THE tip of rock, Duncriffan Point, near the nose of Howth, on which the Baily Light is built, is the pivotal point for all shipping entering or leaving the port of Dublin. It is also the epicentre of all the contrary winds in Christendom. I lived for two years on Baily, researching and writing my book about Irish lighthouses and the people who worked them.
At night, shutters up, wind soughing round the three-foot-thick walls of the granite tower, sea sucking hungrily along the base of the cliff, one might as well be on some remote island. And when fog crept in, like giant puffs of smoke, across the sea, from the Kish sandbank, the great, diaphonic fog-signal relentlessly ground out its warning; echoing, basso profundo, along the cliff-face.
I worked alone, through many nights, on Baily, time forgotten, sustained by the work in progress. Above me, in the lonely tower, there was always a keeper on duty; I could check a fact, elicit an opinion, or just sit with him and listen to the disembodied voices on the short-wave receiver. And, often, from the big bay-window of the Watch Room, we would follow the little, moving islands of light that were ships, inward and outward bound; tracers on the natural radar screen of the pitch black sea, and marvel at the horse-shoe of lights round Dublin Bay.
The present light was established on March 17th, 1814, but there has been a light, of one kind or other, on Howth Head since the 9th century. At first the light was higher up the hill, at a place called the Green Bayly; a primitive, open fire on a mound of stones. Seven centuries later, it was a cottage-style light on the same spot, with accommodation for the keeper and his family - an accommodation that was used for mural" activities such as smuggling, illegal distilling and prostitution.
The present lighthouse was built, by George Halpin snr, in 1810, nearer sea level because fog and low cloud had often obscured the higher light from below.
Near the end of my time on Baily I suffered the first of seven heart attacks; these eventually led to a heart transplant. While waiting for the donor heart, I wrote this in a journal I kept of that traumatic time: "Pain-free albeit weak, going home to Glenageary, the sight of the lighthouse across the bay raises my low spirits. I make a resolve that, the transplant over, I will go back to Baily, climb the 70-odd steps to the top of the tower again, and know I have recovered."
And, six months later I did return, and climbed to the top of the tower, at sunset, and watched the great lantern revolve, its giant spokes of light sweeping sea and clifftop - the same lantern which had, metaphorically speaking, lit so many dark nights of the soul for me, as it languished in hospital and waited for a new heart. The same lantern which will continue, unfailingly, to shine night after night, across the maw of dark water that is Dublin Bay, its beam clearly-visible from my bedroom window. For, though the last keeper has gone now, we should be grateful the light remains lit, but abandoned, like some Mary Celeste, drifting in the dark.

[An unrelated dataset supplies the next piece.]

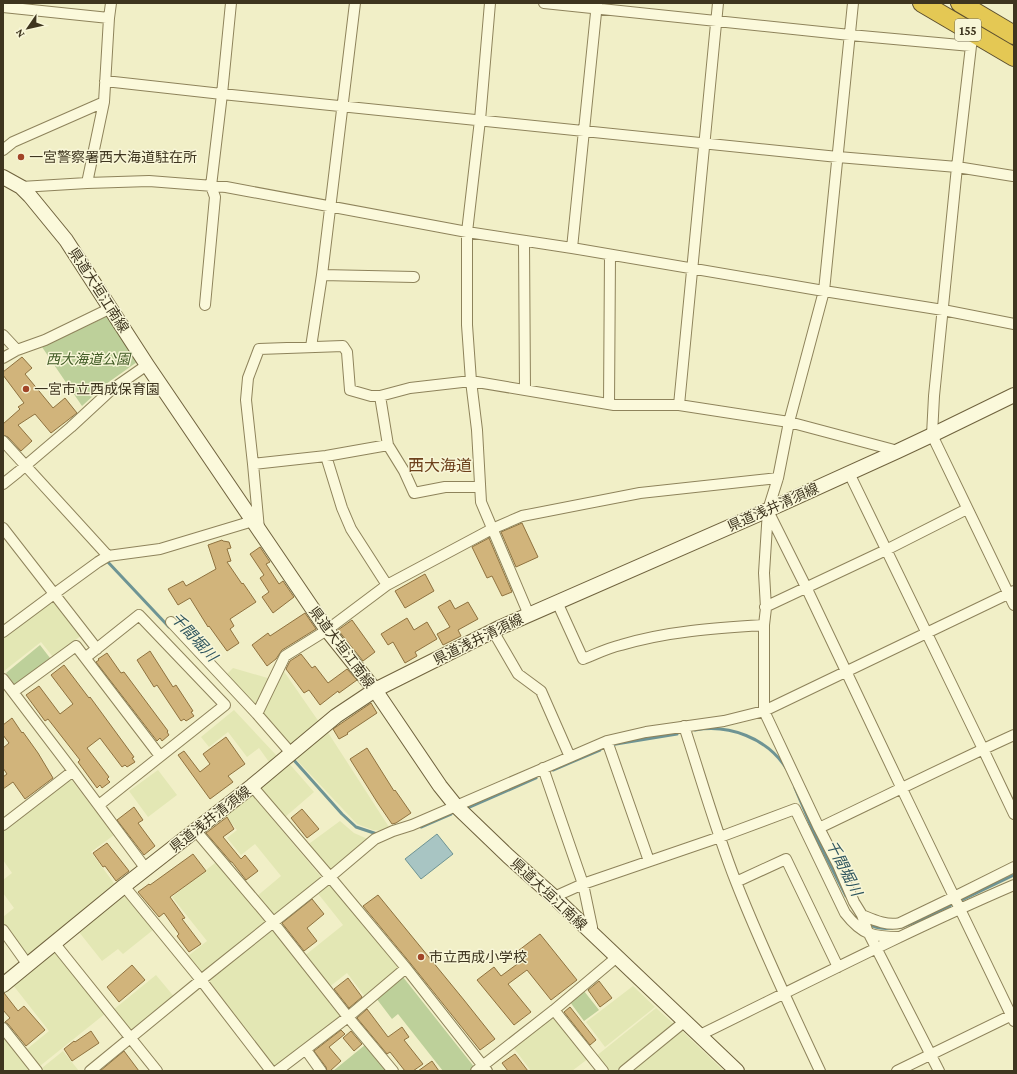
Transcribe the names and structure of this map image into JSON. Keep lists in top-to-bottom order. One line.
{"streets":{"highway":["155"],"main road":["県道大垣江南線","県道浅井清須線"]},"crossings":[["県道大垣江南線","県道浅井清須線"]],"districts":["西大海道"],"water":["千間堀川"],"parks":["西大海道公園"],"places":["一宮警察署西大海道駐在所","一宮市立西成保育園","市立西成小学校"],"north":"bottom left"}
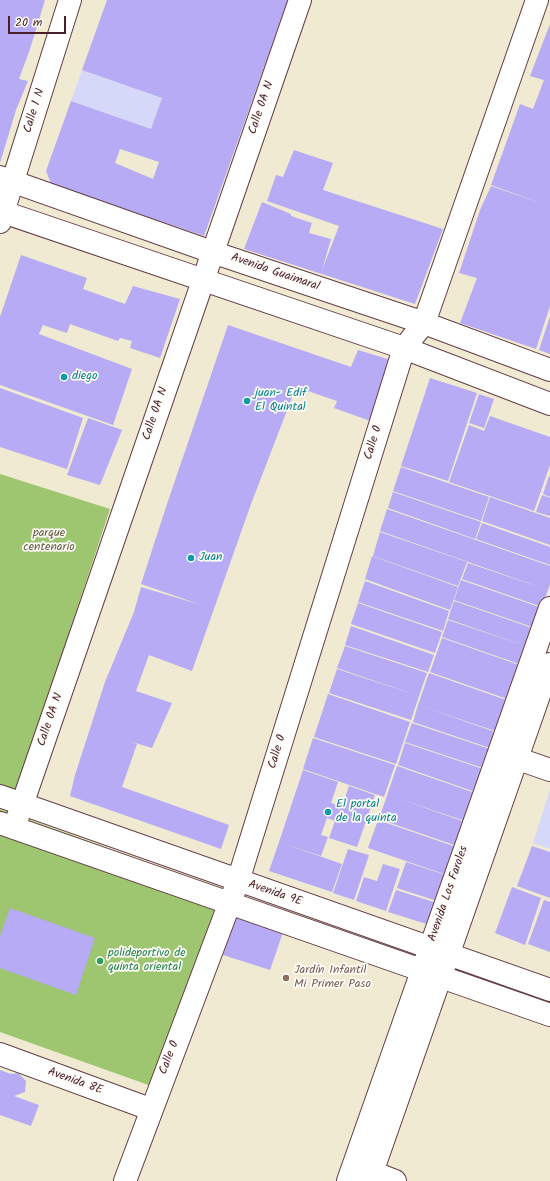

The automation and de-manning of lighthouses is a sad affair. The lonely beacons, like Baily, on rocky promontories and off-shore rocks and islands, will be lonelier `still after the last keeper has gone. Leaving a lighthouse recently, after its automation, an old keeper.' "going ashore" for the last time looked back and down from our steeply rising helicopter at the slim, white spiral of the tower, dwindling into distance, and said to me: "Isn't it like a big white pencil stuck in the rock?" And that remark set me thinking. Thinking that light-keepers, working as they did a month on, and a month off, quite literally spent half their working lives living inside pencils stuck on rocks.
WHETHER the romantics among us like it or not, we must accept the inevitability of the progress that ultimately leads to automation. But I temper my acceptance by remembering what my friend John de Courcy Ireland. said, on the occasion of the de-manning of the Kish Light. For many years, he had been secretary of Dun Laoghaire life-boat, and in that time, to his certain knowledge, the keepers on Kish had, by their vigilance and quick human response in certain situations, saved at least 20 lives. A statement equally true of Baily, and a thought to ruminate on as we progress into the unwatched, state-of-the-art, sonar-singing dark.